◆ What you should do
Look over the lines below. Report each one that includes the string "linejoin".
*** Records provided Section Begins ***
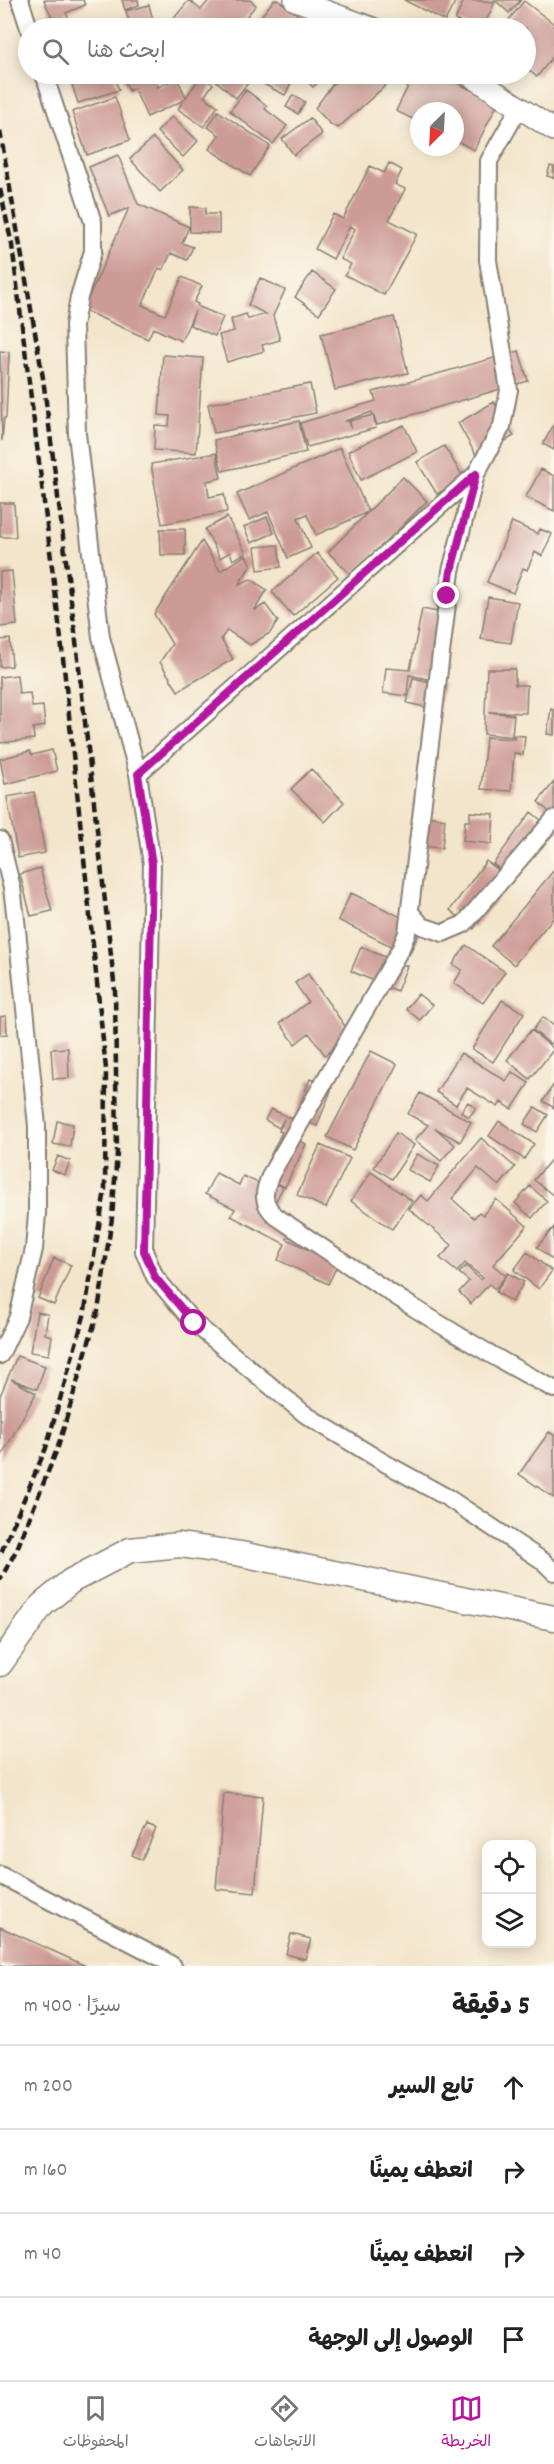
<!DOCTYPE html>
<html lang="ar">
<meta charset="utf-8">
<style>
body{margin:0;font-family:Dekko,"Playpen Sans Arabic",sans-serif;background:#f6f6f6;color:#222;direction:rtl}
.controls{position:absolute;right:18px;bottom:18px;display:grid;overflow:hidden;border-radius:12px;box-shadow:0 3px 15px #0003}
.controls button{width:54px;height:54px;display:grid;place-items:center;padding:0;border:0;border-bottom:2px solid #e0e0e0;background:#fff;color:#222;font:30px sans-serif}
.compass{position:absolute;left:410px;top:102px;width:54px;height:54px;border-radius:50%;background:#fff;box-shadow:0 3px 15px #0003;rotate:204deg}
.stop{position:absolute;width:18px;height:18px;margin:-14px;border:4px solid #b5179e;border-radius:50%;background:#fff}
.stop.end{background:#b5179e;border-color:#fff;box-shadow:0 2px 6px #0008}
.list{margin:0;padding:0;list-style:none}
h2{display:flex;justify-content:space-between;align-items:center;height:78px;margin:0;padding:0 24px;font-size:26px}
h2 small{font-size:20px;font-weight:400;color:#767676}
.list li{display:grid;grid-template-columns:39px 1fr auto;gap:18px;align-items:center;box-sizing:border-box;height:84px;padding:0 24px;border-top:2px solid #e0e0e0}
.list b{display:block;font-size:22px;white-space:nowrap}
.list em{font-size:20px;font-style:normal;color:#767676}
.icon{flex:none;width:33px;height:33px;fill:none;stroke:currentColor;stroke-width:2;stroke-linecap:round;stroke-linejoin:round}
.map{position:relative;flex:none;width:554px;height:1966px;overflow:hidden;direction:ltr}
.search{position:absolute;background:#fff;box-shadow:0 3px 15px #0003;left:18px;right:18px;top:18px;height:66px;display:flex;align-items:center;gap:15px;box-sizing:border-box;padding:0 21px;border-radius:33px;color:#767676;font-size:22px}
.sheet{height:414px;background:#fff}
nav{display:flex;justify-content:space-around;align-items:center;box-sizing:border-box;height:84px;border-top:2px solid #e0e0e0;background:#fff;font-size:16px;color:#767676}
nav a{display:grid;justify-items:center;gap:3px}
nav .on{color:#b5179e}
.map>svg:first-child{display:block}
.building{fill:#cd9b96}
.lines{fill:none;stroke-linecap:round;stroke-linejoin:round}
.minor-casing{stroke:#888074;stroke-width:20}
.tertiary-casing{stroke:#888074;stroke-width:24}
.secondary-casing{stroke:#888074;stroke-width:27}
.minor{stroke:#fff;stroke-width:16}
.tertiary{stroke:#fff;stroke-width:21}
.secondary{stroke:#fff;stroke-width:24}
.rail{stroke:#1c1c1c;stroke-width:4.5;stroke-dasharray:9 4.5;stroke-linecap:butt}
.route{stroke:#b5179e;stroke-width:8}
</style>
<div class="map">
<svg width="554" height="1966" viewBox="0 0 554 1966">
<rect width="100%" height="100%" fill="#fbf7ec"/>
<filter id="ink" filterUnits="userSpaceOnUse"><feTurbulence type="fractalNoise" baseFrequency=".0167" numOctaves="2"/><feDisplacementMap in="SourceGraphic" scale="12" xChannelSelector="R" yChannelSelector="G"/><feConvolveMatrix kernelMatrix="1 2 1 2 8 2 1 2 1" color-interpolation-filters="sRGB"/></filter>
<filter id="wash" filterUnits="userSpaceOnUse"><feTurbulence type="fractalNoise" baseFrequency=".008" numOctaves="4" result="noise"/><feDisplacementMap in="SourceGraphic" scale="24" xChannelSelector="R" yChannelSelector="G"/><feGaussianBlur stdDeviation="1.35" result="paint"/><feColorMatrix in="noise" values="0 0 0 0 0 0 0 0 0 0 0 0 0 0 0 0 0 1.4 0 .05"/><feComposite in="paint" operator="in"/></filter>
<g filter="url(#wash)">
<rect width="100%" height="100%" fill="#f3e5cb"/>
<g id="blocks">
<!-- building -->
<path class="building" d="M44,0H83L85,5L66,13L73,28H40L54,22Z
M122,0H138L139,5L125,10Z
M189,0L201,10L209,0H250L256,5L237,28H180L171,22Z
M274,0H278L299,16L289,28H252Z
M404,0H456L445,21Z
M464,0L495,2L483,28H473L455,20Z
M495,0H521L509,13Z
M524,1L554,24V55L537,77L526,68V28H516L507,22Z
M149,5L155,28H131L126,11Z
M75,74H113L119,90L78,103L69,75Z
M121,74H152L158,87L177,78L186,97L201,76L213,84L204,97L218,106L204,127L178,109L184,100L147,117L134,88L129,91Z
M219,74H237L248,83L236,98L214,79Z
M248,74H282L281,75L292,81L285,95L247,76Z
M299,74H326L313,87Z
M345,74H402L397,82L389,78L385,86L338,128L330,124L315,108L333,84Z
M414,74H438L498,103L474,150L455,140V111H419V122L396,111Z
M246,90L267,106L265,109L287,126L273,144L230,111Z
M293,95L305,102L298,114L286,107Z
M115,97L130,140L87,155L72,112Z
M218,111L270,146L250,176L209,149L219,135L208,127Z
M172,116L198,141L183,157L157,132Z
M310,118L322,134L294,155L282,139Z
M153,138L183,170L160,192L130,159Z
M118,155L138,204L189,227L182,243L193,247L187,260L171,253L163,270L159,268L142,305L165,315L182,277L202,286L194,302L198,304L197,306L223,317L215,336L190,325L195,311L181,341L153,328L148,339L83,310L129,208L109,216L89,167Z
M389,163L402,170L395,184L405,189L389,220L417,234L384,295L345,275L351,264L340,259L355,229L350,226L333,259L315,249L333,214L343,219L370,166L384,173Z
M550,166L554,167V178L547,176Z
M190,207L206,208L205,214H219V233L190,232Z
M312,272L336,289L319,314L295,297Z
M260,278L285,290L273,316L280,340L262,345L264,351L227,362L219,335L234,331L231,319L246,314L248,319L266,314L248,305Z
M394,317L408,373L335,390L321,334Z
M0,351L9,352L6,418H4L2,441Z
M519,351L528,381L377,425L372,412L345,421H349L351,429L350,421L373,415L376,428L307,447L300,423L376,401L373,392Z
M163,355L203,358L196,453L154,450L155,425L169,426L170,416L159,415Z
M310,384L316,413L214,433L208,404Z
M494,402L514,436L477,457L458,423Z
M299,421L306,452L222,471L214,440Z
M554,424V450L543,444Z
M404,425L417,452L361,480L348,451Z
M444,446L464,478L437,494L417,462Z
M340,448L368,512L316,535L307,514L298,518L311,548L288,558L268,512L249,520L237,494Z
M216,453L221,478L207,481L209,497L224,494L227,512L162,524L151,464Z
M541,469L554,476V511L526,497Z
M403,477L427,501L352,576L328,552Z
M0,503H14L16,537H0Z
M227,517L246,553L233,560L230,552L220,558L205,529Z
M267,517L274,533L251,543L244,527Z
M512,522L538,534L540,529L552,534L542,556L535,552L527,570L523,568L513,593L487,582Z
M160,529H185V555H161Z
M202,541L220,571L246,555L251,565L239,584L251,579L267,590L254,611L265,604L278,621L270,633L250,645L227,630L221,639L233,659L178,691L160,662L172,644L154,614Z
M278,545L281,567L258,570L255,547Z
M317,553L338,577L293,616L272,592Z
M12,571L17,625L0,627V572Z
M488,597L518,602L511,643L481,639Z
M422,609L449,614L436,681L409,675L407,696L383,693L386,668L410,670Z
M10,639L12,666L0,667V640Z
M487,669H515V685H527L526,713L489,712L514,715L512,735L525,736L523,755L514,753L511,791L481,789L486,737L514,739V737L484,734Z
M17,675L19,694L30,693L32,707L43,706L45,726L33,728L34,739L0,743V677Z
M413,678L444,685L438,710L407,703Z
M551,709L554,710V735L547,734Z
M52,750L57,771L5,784L0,759L30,751L32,755Z
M311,769L344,802L325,822L291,789Z
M554,782V816L538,802Z
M34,792L45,853L18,858L7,797Z
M470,812L494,814L492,844L463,841L465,821H470Z
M531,812L541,820L536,826L549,836L513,879L493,864Z
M423,816L445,819L442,848L420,846Z
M486,861L511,879L474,929L450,910Z
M40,868L52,911L31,916L20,874Z
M554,870V917L514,965L491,946Z
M351,893L422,927L409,955L338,920Z
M466,945L505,972L483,1003L454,983L462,970L453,964Z
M361,947L407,966L397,991L351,971Z
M308,974L352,1036L325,1055L309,1033L295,1044L280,1023L308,1002L295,983Z
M418,994L432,1005L420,1020L406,1009Z
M502,1000L524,1013L493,1062L472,1049Z
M6,1016L7,1034L0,1035V1017Z
M543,1017L554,1026V1040L550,1044L533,1030Z
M531,1030L554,1049L530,1079L507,1060Z
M68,1048L69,1078L53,1079L51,1049Z
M371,1051L397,1064L353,1150L327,1137Z
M461,1053L506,1081L512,1072L529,1083L512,1109L501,1102L498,1107L467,1088L456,1105L436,1092Z
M310,1079L332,1088L317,1126L295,1117Z
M554,1084V1108L543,1101Z
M420,1093L471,1122L460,1142L435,1128L455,1145L441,1161L415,1140L428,1125L408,1114Z
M468,1102L476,1108L469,1117L461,1112Z
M535,1107L548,1115L537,1132L524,1124Z
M271,1109L297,1121L291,1135L284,1133L306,1144L285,1187L261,1175L282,1132L279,1131L284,1119L279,1128L265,1120Z
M57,1121L73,1124L70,1147L53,1144Z
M499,1121L534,1144L524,1159L489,1136Z
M396,1133L414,1145L392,1179L374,1167Z
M481,1138L515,1167L499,1186L478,1168L452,1199L474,1218L479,1212L483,1215L496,1199L527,1226L493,1265L506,1276L495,1289L489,1284L471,1304L459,1292L469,1281L459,1273L466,1266L481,1280L483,1278L465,1263L457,1272L440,1258L452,1245L409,1209L421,1195L428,1201Z
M320,1145L350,1158L326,1208L297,1195Z
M417,1154L439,1166L430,1182L408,1170Z
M58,1156L70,1161L65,1175L52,1170Z
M554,1156V1196L534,1180Z
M371,1172L412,1201L392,1229L351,1201Z
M216,1173L239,1185L243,1176L258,1183L261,1176L283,1187L269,1215L293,1227L287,1239L311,1251L317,1239L337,1266L328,1284L278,1260L285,1244L231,1216L235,1209L205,1194Z
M530,1186L547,1201L532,1218L515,1203Z
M554,1227V1261L537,1247Z
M527,1252L552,1271L539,1289L514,1270Z
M54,1258L71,1265L54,1305L38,1298Z
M508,1273L524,1282L512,1302L496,1292Z
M37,1312L48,1314L45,1334L52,1336L49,1355L30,1352Z
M17,1356L45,1366L37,1389L11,1379L36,1393L0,1459V1396Z
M549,1432L554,1435V1498L519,1474Z
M224,1793L263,1796L255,1893L216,1889Z
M147,1825L156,1829L142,1860L132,1855Z
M0,1927L86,1966H0Z
M291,1934L311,1939L305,1959L286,1954Z"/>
</g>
</g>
<g filter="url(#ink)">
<use href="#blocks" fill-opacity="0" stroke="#888074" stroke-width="1.5"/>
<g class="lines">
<!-- minor casing -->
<g class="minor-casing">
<path id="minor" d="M20,0L29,28
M44,74L93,222V251L79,297L74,325L77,434L101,637L138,774L152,864L144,1251L155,1277L194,1323L306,1415L383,1462L448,1498L543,1561L554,1572
M476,474L451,571L407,933L401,948L271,1174C263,1192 261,1204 277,1217C367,1278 457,1339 554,1389
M138,774L476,474L502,426L509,390L488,260L489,161L519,108
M0,840L12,888L16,920L37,1126V1214L34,1249L18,1317L0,1355
M410,912L422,926L443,933L464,924L554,819
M0,1875L159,1957L173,1966"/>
</g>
<!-- tertiary casing -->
<g class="tertiary-casing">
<path id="tertiary" d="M295,0L372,28
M468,74L554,130"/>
</g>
<!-- secondary casing -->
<g class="secondary-casing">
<path id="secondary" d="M0,1664L42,1605L71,1581L130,1550L180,1545L241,1554L554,1618"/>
</g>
<!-- minor -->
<use href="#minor" class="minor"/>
<!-- tertiary -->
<use href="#tertiary" class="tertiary"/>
<!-- secondary -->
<use href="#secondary" class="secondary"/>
<!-- rail -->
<path class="rail" d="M0,131L43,378L75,632L115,991L117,1153L112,1218L98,1311L58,1447L17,1549L0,1580
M0,189L12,245L61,639L106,1069L105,1190L84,1316L46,1448L0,1555"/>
</g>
</g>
<g class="lines" filter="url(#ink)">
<!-- route -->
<path class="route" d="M194,1323L155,1277L144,1251L152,864L138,774L476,474L451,571L447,596"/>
</g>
</svg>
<div class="controls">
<button><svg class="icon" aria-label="locate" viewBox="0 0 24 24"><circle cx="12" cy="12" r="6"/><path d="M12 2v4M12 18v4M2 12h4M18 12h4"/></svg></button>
<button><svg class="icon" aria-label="layers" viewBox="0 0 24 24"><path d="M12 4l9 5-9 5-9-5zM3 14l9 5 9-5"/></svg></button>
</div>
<svg class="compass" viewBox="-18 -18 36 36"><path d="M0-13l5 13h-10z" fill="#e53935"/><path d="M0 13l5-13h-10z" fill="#767676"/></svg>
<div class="stop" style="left:194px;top:1323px"></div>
<div class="stop end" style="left:447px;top:596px"></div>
<div class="search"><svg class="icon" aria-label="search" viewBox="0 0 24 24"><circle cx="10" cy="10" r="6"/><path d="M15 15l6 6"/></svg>ابحث هنا</div>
</div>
<section class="sheet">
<h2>5 دقيقة<small>سيرًا · 400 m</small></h2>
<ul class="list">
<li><svg class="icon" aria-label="ahead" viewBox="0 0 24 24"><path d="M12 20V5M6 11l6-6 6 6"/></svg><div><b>تابع السير</b></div><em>200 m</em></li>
<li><svg class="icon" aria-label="right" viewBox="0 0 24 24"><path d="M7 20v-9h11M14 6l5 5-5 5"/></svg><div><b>انعطف يمينًا</b></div><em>160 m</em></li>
<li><svg class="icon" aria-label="right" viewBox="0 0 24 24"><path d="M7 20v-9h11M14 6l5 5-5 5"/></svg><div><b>انعطف يمينًا</b></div><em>40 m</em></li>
<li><svg class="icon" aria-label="arrive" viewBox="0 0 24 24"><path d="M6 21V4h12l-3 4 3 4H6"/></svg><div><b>الوصول إلى الوجهة</b></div></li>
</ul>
</section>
<nav>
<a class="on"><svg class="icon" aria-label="map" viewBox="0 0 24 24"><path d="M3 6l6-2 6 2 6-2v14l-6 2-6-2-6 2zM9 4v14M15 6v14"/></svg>الخريطة</a>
<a><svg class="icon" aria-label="directions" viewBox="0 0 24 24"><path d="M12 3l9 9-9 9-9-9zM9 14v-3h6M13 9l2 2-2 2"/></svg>الاتجاهات</a>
<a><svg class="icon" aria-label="saved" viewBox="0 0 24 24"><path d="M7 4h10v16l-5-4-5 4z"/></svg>المحفوظات</a>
</nav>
*** Records provided Section Ends ***
◆ Written solution
.icon{flex:none;width:33px;height:33px;fill:none;stroke:currentColor;stroke-width:2;stroke-linecap:round;stroke-linejoin:round}
.lines{fill:none;stroke-linecap:round;stroke-linejoin:round}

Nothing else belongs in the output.